TASK OBJECTIVE => Aside from the pictures, copy the listing exactly.

DATA RECORDS =>
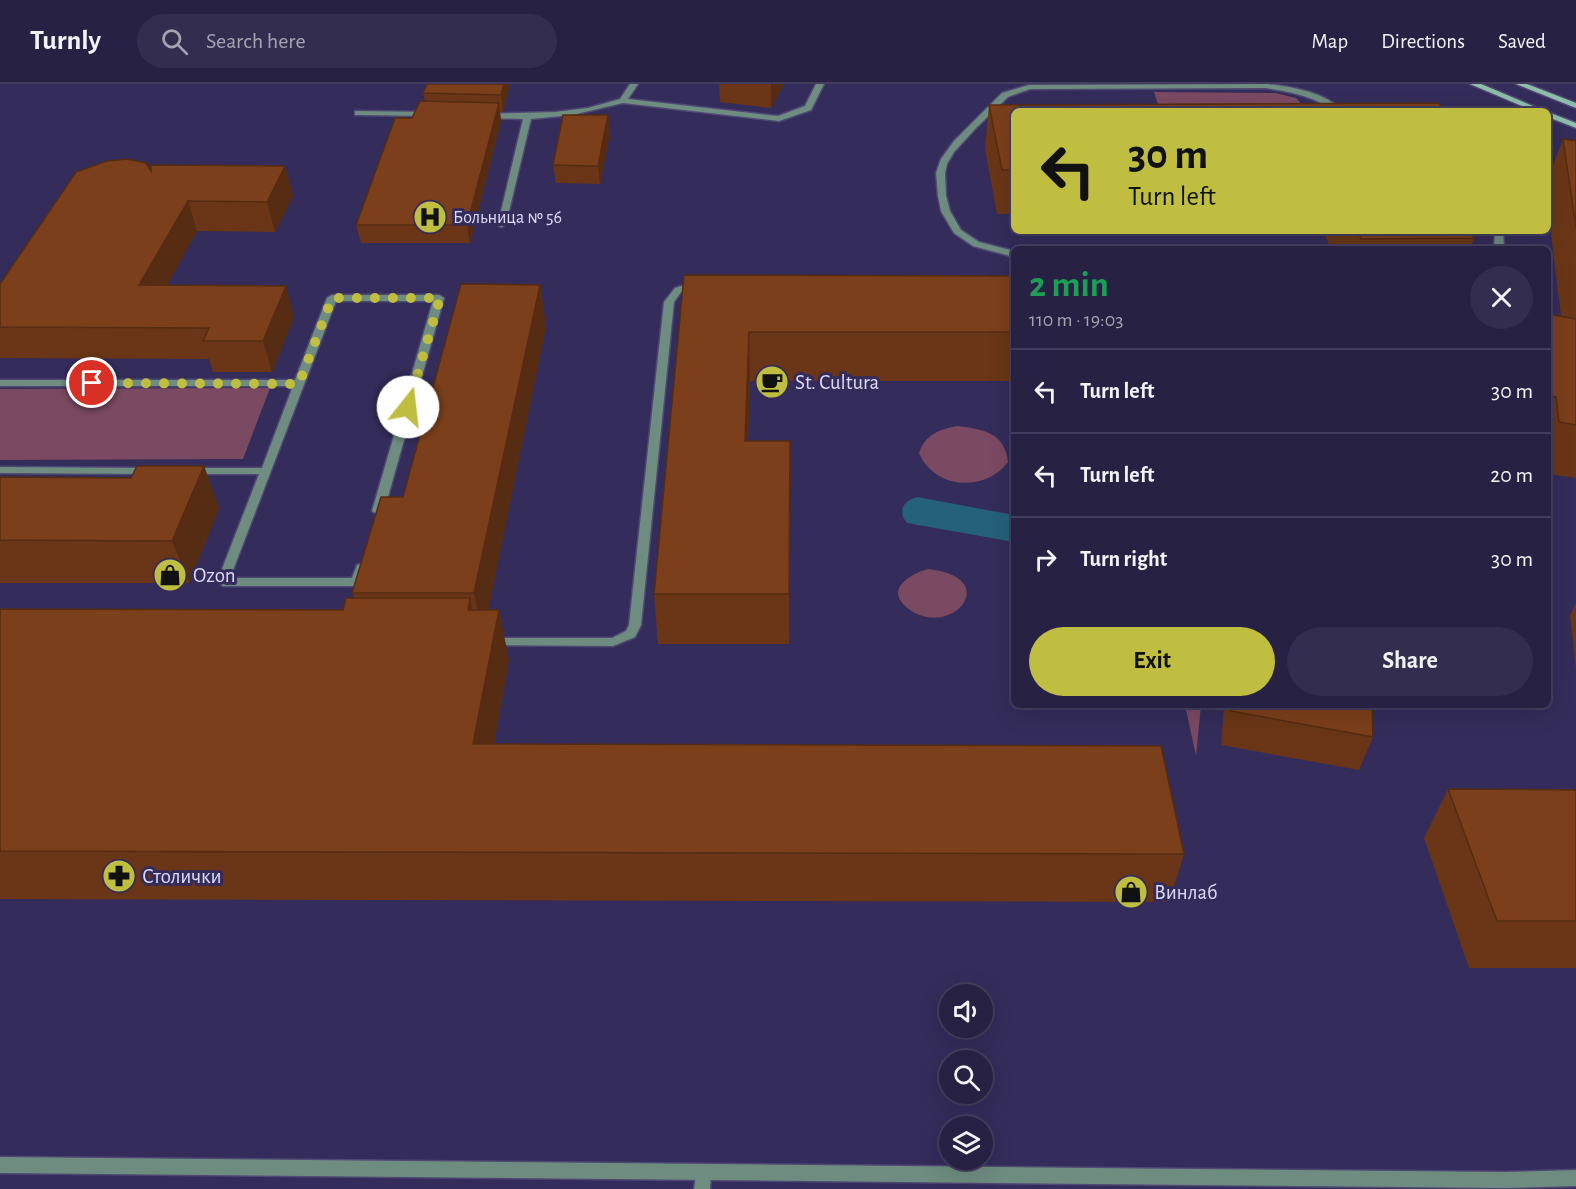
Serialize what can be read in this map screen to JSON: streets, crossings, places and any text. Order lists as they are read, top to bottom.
{
  "places": {
    "hospital": ["Больница № 56"],
    "cafe": ["St. Cultura"],
    "shop": ["Ozon", "Винлаб"],
    "pharmacy": ["Столички"]
  },
  "page": {
    "header": "Turnly",
    "search": "Search here",
    "nav": ["Map", "Directions", "Saved"],
    "turn": ["30 m", "Turn left"],
    "heading": ["2 min", "110 m · 19:03"],
    "list": [
      {
        "name": "Turn left",
        "value": "30 m"
      },
      {
        "name": "Turn left",
        "value": "20 m"
      },
      {
        "name": "Turn right",
        "value": "30 m"
      }
    ],
    "buttons": ["Exit", "Share"]
  }
}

THE COMPLETED TASK =>
Serialize what can be read in this map screen to JSON: streets, crossings, places and any text. Order lists as they are read, top to bottom.
{
  "places": {
    "hospital": ["Больница № 56"],
    "cafe": ["St. Cultura"],
    "shop": ["Ozon", "Винлаб"],
    "pharmacy": ["Столички"]
  },
  "page": {
    "header": "Turnly",
    "search": "Search here",
    "nav": ["Map", "Directions", "Saved"],
    "turn": ["30 m", "Turn left"],
    "heading": ["2 min", "110 m · 19:03"],
    "list": [
      {
        "name": "Turn left",
        "value": "30 m"
      },
      {
        "name": "Turn left",
        "value": "20 m"
      },
      {
        "name": "Turn right",
        "value": "30 m"
      }
    ],
    "buttons": ["Exit", "Share"]
  }
}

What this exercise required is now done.